29. Entire Agreement:
This Agreement, including any Addenda, and any product-specific terms and
conditions, sets forth the entire mutual understanding of the Parties
relative to the services covered herein and supersedes any prior agreements or
understandings, whether written or oral. Any conflicting or
additional terms that may have been discussed in reaching this agreement,
whether oral or written, that are not set forth herein are void and are not
included in this agreement. The Parties may enter into other agreements
for other services without affecting the terms set forth herein unless the
Parties specifically agree to supersede this Agreement. Except as
otherwise provided for herein, any waivers or modifications must be in writing
and signed by both Parties.
30. Waiver of Rights:
Failure of CompleteMarkets to exercises or enforce any right or provision of
these Terms will not constitute a waiver of such right or provision.
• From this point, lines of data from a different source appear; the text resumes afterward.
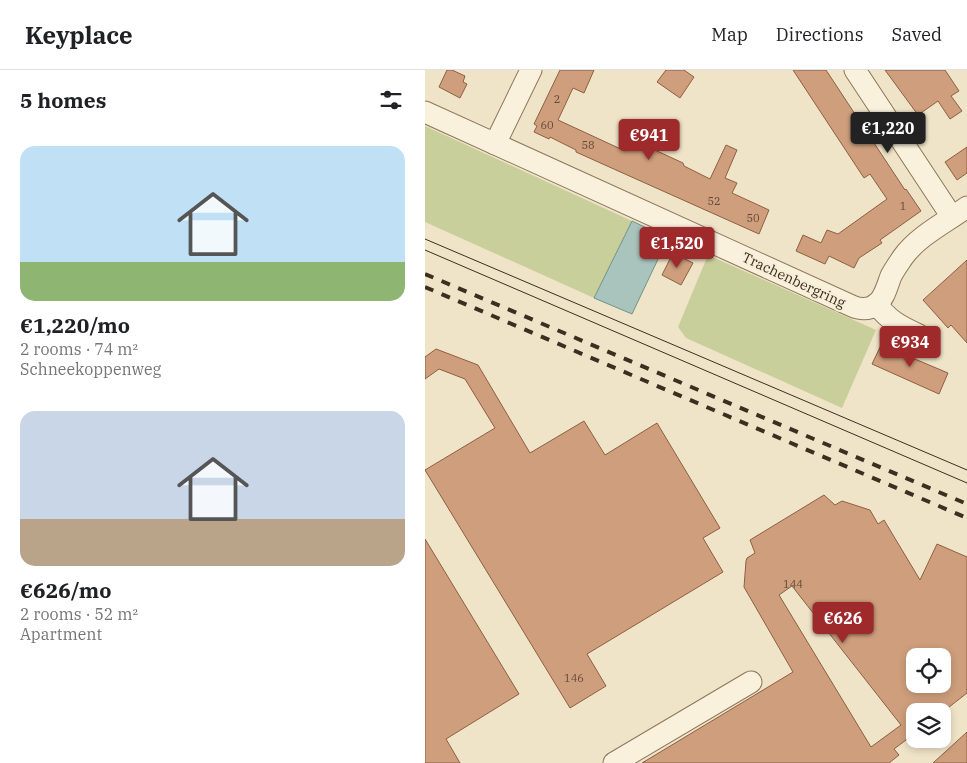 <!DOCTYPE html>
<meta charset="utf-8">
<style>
:root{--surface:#fff;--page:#f2f2f2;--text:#202124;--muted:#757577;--line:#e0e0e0;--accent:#9e2a2b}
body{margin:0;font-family:"IBM Plex Serif",serif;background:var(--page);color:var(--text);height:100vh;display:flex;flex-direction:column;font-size:19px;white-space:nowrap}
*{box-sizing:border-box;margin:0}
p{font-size:16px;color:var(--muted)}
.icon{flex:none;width:28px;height:28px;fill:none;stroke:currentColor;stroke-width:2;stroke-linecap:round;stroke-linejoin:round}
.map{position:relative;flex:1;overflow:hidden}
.drawer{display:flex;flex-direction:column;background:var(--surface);width:425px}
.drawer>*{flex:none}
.fabs{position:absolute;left:481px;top:578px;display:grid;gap:10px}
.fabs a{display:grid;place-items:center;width:45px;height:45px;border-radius:10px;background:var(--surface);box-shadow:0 2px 8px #0003;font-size:25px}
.price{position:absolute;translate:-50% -42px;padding:0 11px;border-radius:5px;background:var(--accent);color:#fff;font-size:16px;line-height:32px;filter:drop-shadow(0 1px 2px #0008)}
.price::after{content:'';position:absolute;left:50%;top:30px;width:15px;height:11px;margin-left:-8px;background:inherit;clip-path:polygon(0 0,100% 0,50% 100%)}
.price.on{background:#222;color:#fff}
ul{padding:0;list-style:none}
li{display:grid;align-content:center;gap:10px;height:265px;padding:0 20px}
li span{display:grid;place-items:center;height:155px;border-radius:15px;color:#555}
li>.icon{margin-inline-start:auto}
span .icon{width:90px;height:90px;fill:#fffc;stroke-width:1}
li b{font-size:21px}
h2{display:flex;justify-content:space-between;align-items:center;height:60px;padding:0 20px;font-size:21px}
header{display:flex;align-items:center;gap:30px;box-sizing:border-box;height:70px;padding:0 25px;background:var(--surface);border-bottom:1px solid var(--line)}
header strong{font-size:24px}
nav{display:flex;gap:28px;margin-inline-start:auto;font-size:18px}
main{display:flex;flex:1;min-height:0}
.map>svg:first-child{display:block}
.green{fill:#c9cf9b}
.water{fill:#a9c4bc;stroke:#6f938a}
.building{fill:#cf9f7d;stroke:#8d5f41;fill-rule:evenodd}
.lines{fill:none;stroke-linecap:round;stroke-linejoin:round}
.minor-casing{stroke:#8d765c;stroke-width:23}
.minor{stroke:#faf1dc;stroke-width:21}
.tram{stroke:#3d2e20;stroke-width:1}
.rail{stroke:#3d2e20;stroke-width:4;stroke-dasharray:9 9;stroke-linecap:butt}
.labels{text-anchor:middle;stroke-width:4.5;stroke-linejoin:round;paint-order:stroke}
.number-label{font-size:11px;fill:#624a37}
.street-label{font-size:14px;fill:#3d2e20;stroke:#f7eed8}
</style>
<header>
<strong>Keyplace</strong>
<nav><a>Map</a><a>Directions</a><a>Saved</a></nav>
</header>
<main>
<section class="drawer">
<h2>5 homes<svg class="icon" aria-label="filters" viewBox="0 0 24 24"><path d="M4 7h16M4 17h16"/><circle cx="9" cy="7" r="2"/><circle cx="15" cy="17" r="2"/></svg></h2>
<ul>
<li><span style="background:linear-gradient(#bfe0f5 75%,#8fb573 0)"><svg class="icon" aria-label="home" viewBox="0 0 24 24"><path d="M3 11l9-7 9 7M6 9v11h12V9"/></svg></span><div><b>€1,220/mo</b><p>2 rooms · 74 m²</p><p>Schneekoppenweg</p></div></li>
<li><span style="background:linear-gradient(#c9d6e8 70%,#b9a48a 0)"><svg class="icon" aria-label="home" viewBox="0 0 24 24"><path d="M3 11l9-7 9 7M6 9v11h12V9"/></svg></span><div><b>€626/mo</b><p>2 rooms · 52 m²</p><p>Apartment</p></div></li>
</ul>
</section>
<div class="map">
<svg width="542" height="693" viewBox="0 0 542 693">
<rect width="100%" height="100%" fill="#f0e4c8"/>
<g class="green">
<polygon points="0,56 207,151 169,228 0,152"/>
<polygon points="283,185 451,260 417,338 261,268 253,257"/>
</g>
<polygon class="water" points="207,151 243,168 207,244 169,228"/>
<g class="building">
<polygon points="22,0 27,0 40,6 38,12 42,14 35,28 14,17"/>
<polygon points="135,0 169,0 159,23 148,18 133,50 200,81 206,69 258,93 259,96 285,109 301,75 312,80 300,108 312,113 307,123 344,140 334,164 191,100 151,82 151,80 125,67 124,69 109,62 112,56 109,54"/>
<polygon points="241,0 259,0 269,7 255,28 232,12"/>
<polygon points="368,0 401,0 480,120 481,119 496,141 455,170 457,173 434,188 429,198 404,186 400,194 371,181 378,165 396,173 402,160 413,164 462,129 445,104 439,108"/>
<polygon points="460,0 520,0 534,21 526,26 537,41 525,49 513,31 493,45"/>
<polygon points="542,77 542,103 532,110 520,92"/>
<polygon points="248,183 268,193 256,215 237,205"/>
<polygon points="542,190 542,273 526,255 523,258 498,230"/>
<polygon points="458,271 479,281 478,284 523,303 514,324 447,294"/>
<polygon points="11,279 53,295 105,383 159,351 180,385 232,353 295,458 278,468 298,502 162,584 181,616 145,638 0,400 70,358 40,309 14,299 0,309 0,287"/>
<path d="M399 425 410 435 417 431 445 440 453 454 459 450 495 510 512 474 542 487V623L519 641H490V674L485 667 469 679 474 685 464 693H217L368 602 319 517 321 491 322 488 330 483 325 470ZM367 516 476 655 446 677 354 525ZM490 586H518V614H490Z"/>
<polygon points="0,469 94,624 21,669 35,693 0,693"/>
<polygon points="542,662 542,693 508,693"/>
</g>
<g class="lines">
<defs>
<g id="minor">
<polyline points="430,0 527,147"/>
<path d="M0 42 427 236C436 240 444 240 452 234 460 227 462 216 466 206 469 200 474 193 478 187 493 166 521 152 542 137"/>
<polyline points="70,74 106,0"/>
<path d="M451 234C465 251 474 256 494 265"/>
<polyline points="189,693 326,612"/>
</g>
</defs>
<use href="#minor" class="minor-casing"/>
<use href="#minor" class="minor"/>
<g class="tram">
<polyline points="0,169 542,400"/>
<polyline points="0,180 542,413"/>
</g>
<g class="rail">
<polyline points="0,204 542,434"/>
<polyline points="0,217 542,448"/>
</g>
</g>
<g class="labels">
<g class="number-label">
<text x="132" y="33">2</text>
<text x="122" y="59">60</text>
<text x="163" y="79">58</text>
<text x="289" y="135">52</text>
<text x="478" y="140">1</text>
<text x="328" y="152">50</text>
<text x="368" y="518">144</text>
<text x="149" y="612">146</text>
</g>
<g class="street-label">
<text transform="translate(369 210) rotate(25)" y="5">Trachenbergring</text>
</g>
</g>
</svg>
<div class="fabs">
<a><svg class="icon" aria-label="locate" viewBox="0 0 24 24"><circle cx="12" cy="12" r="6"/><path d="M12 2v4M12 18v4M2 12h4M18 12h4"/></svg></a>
<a><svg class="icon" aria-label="layers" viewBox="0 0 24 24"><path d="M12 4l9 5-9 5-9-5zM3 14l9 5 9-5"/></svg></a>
</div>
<b class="price on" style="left:463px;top:84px">€1,220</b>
<b class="price" style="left:224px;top:91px">€941</b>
<b class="price" style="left:252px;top:199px">€1,520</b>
<b class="price" style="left:485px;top:298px">€934</b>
<b class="price" style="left:418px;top:574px">€626</b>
</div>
</main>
No waiver of any breach of any provision of this Agreement will constitute
a waiver of any prior, concurrent or subsequent breach of the same or any
other provisions hereof, and no waiver will be effective unless made in
writing and signed by an authorized representative of the waiving party.
31. Reservation of Rights:
The parties reserve all rights not expressly granted.
32. Modification of terms:
The Parties agree that CompleteMarkets may, at any time, for any reason,
including but not limited to responses to regulatory changes beyond the
control of the Parties that materially alter the feasibility or economics of
the Services provided, unilaterally change, amend, modify, suspend,
or discontinue any aspect of these terms and conditions of service, in any
reasonable manner, by posting the revised terms and conditions to its
website. Customer’s continued usage of the service after modified terms
have been posted shall constitute an acceptance of the modified terms by
Customer. Customer’s sole remedy with respect to any modification is to
terminate this Agreement or suspend or cancel its account(s). Modifications to
the terms of service that may be made by CompleteMarkets may include,
without limitation, the availability of any service feature, database or
content, hours of availability, or equipment needed to access the Service.
33. Choice of Law:
Each of the terms of this Agreement shall be construed as independent of any other
provision of this agreement and shall be governed by the laws of the State
of California without regard to its conflict of laws provisions. Any dispute
arising under this Agreement shall be construed under and resolved
in accordance with the laws of the State of California. In any action or
proceeding to enforce any right or remedy under this Agreement or to interpret
any provision of this Agreement, the prevailing party will be entitled to
recover costs including reasonable attorney’s fees.
34. Dispute Resolution:
the Parties agree to binding arbitration for resolution of any dispute arising
from this agreement. Arbitration shall be conducted in San Bernardino, CA.